Se descubrió por aquel entonces que el fresco había estado sobrevalorado y cundió el desánimo entre las gentes. De poco había servido el esfuerzo de haber regresado unos días al pueblo para respirar y casi nadie sacaba ya las sillas a la puerta después de la cena, preferían permanecer en el interior conectados a sus ventiladores inútiles. El fresco, como tantas otras cosas del pasado, tiende a la desaparición. Es algo analógico: a quién se le ocurre método tan primitivo como generar corriente o aguardar la llegada de la noche para que caiga la temperatura. No, lo que toca hoy es consumir electricidad o confundirse en medio del turismo de masas, los dos remedios que se nos proponen. Paradojas: lo primero abunda en el individualismo derrochador de más recursos mientras que lo segundo tiende al desarrollo de la ganadería intensiva.

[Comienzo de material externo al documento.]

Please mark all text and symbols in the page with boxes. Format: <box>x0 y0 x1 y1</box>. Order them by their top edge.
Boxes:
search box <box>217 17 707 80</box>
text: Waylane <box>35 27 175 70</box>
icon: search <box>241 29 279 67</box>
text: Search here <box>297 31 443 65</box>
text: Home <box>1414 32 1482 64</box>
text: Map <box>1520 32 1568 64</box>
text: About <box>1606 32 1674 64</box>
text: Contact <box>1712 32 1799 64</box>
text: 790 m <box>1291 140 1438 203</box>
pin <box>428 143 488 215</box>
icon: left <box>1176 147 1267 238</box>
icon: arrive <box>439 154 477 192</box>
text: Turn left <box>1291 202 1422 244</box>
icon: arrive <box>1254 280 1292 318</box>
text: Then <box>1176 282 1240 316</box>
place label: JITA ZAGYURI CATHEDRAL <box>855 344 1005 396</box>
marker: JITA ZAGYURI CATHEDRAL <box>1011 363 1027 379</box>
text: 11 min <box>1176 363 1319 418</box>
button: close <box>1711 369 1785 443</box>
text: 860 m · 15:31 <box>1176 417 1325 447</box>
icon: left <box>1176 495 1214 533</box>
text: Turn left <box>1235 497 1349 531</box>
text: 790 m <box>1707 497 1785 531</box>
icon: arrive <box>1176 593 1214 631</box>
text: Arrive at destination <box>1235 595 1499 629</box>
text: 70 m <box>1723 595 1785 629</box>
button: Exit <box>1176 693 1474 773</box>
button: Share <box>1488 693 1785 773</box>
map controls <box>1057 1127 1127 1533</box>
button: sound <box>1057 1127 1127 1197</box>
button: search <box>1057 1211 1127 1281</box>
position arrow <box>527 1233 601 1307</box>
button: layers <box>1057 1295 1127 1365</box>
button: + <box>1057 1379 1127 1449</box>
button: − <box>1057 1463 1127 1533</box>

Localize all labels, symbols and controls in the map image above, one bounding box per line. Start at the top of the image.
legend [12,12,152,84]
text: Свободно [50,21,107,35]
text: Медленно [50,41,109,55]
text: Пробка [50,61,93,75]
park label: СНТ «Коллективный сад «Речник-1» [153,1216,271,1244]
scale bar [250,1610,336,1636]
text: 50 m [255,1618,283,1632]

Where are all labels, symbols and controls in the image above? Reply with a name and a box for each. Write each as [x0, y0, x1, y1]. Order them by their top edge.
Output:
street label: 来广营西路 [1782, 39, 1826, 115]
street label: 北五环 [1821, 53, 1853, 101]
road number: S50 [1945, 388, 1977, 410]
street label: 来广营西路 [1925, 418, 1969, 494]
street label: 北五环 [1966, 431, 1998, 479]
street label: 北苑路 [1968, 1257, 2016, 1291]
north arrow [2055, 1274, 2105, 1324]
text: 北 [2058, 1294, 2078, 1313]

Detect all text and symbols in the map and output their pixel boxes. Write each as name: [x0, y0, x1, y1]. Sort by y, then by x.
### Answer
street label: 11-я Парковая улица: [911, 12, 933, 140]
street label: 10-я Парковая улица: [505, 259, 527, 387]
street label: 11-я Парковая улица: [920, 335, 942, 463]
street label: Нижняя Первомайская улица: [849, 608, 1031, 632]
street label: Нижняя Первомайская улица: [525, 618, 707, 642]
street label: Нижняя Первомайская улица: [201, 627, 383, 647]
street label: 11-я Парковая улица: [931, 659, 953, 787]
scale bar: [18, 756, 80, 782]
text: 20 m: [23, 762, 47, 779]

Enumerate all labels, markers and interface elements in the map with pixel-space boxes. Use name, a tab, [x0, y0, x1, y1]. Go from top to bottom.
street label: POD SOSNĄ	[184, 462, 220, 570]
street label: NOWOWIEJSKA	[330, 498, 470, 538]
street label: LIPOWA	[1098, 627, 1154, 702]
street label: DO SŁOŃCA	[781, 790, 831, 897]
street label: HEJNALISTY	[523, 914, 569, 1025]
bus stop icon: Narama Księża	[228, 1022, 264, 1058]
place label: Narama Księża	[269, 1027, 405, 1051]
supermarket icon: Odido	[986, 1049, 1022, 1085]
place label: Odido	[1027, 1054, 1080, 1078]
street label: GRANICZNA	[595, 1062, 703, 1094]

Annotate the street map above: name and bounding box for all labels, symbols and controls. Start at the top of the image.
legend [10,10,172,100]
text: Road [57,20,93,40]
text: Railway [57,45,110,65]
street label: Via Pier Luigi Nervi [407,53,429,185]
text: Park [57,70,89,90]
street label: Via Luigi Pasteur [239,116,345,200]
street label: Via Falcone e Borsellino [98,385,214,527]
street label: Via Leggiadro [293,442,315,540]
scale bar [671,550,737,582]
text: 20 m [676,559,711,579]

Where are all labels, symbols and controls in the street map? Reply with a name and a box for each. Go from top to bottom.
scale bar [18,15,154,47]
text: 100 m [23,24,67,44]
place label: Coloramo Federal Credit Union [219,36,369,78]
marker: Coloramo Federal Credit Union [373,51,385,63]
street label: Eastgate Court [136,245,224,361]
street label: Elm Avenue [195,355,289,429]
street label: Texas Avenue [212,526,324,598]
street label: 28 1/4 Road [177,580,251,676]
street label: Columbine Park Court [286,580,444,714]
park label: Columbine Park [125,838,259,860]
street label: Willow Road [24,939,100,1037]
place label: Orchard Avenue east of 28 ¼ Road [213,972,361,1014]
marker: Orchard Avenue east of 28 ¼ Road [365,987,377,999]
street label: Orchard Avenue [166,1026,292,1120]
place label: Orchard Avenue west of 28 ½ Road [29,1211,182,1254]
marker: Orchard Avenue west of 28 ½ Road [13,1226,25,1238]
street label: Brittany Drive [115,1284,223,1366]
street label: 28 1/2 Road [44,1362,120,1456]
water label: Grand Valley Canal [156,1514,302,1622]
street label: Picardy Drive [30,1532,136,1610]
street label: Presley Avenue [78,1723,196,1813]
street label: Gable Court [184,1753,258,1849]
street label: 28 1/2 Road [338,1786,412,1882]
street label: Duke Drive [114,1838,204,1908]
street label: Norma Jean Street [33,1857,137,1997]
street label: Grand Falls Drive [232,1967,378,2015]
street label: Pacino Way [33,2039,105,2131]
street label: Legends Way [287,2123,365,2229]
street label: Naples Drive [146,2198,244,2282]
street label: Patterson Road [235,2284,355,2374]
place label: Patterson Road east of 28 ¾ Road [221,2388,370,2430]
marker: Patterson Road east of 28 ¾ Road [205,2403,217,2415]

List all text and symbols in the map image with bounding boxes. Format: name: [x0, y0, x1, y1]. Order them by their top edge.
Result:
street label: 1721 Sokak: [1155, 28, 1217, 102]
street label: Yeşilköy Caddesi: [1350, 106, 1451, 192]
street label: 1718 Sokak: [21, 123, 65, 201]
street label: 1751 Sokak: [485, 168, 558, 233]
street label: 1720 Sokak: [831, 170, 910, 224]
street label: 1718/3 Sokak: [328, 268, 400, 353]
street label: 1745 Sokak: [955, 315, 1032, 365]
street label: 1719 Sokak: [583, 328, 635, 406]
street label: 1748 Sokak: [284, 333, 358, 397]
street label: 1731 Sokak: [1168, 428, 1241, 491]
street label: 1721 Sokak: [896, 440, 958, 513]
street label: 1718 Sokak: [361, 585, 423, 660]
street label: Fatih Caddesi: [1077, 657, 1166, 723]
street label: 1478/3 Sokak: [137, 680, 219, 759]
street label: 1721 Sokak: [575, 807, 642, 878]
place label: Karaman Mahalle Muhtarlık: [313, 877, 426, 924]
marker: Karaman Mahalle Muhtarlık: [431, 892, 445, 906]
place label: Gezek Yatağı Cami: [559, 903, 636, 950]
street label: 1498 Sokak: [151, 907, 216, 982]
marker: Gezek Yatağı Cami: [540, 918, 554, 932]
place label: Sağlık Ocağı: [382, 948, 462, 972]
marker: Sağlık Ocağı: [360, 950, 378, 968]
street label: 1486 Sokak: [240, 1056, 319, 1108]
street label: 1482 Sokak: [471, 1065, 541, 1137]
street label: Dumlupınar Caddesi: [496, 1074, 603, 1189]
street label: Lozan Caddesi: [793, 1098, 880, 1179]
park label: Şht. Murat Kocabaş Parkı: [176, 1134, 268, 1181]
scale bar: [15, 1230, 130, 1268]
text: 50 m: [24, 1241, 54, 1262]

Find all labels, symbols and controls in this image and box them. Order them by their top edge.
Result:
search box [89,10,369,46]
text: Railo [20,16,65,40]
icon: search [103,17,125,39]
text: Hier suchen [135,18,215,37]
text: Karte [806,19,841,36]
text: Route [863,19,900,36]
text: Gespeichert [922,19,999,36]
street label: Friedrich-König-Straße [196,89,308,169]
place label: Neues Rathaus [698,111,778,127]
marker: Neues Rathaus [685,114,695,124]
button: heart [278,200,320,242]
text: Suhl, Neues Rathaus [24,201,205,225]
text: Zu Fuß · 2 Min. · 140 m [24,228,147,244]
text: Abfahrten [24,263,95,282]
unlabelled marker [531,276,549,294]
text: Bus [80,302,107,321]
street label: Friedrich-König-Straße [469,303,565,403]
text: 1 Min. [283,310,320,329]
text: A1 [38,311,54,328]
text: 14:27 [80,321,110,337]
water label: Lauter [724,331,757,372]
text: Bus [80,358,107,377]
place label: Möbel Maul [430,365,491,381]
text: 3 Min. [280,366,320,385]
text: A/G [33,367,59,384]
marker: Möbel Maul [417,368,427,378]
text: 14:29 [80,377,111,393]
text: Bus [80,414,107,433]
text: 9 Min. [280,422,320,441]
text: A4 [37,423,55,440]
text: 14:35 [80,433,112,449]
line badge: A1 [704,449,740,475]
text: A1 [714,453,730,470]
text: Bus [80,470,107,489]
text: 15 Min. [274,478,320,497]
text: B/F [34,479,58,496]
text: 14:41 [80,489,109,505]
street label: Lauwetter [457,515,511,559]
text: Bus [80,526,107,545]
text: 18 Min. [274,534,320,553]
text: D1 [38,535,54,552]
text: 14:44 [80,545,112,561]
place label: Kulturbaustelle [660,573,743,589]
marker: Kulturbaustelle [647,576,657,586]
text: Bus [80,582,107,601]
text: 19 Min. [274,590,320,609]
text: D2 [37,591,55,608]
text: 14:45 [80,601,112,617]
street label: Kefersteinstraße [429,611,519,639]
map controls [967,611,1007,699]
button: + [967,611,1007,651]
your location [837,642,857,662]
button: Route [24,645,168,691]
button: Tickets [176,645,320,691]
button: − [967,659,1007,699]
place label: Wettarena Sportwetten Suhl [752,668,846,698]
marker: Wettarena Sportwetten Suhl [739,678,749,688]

Todo esto sucede, mayormente, en agosto, el mes más traidor del año, el mes del definitivo marchitarse, el del sofoco y el sudor, incluso el de las muertes por causa de esas olas cálidas que se han convertido en el pan nuestro de cada verano gracias a los telediarios. Ni frío al rostro ni rebeca al brazo por si las moscas. Agosto es solo moscas y bochorno.
Y sin embargo también yo, que ando siempre rechinchando con estos asuntos, me he sumado a lo largo del verano, especialmente en agosto, a la moda de los viajes sin fin. Confesaré sin ningún pudor los que han sido mis destinos: Lugueros, Borrenes y Lago de Carucedo, Bolaños de Campos, Villablino y Robles de Laciana, Pedredo y Santa Colomba de Somoza y Quintanilla del Molar. Todos lugares muy exóticos y fuera de los circuitos mercantiles, como podrá comprobarse, verdadero turismo de aventura podría considerarse si atendemos a esos otros rumbos trillados que nos animan a frecuentar. Y todos ellos así mismo persiguiendo el rastro de buenos amigos y amigas, con quienes compartir comida, conversación, paseo y risas. Son la auténtica frescura. Quizá la única que aún no ha sido pasto del comercio.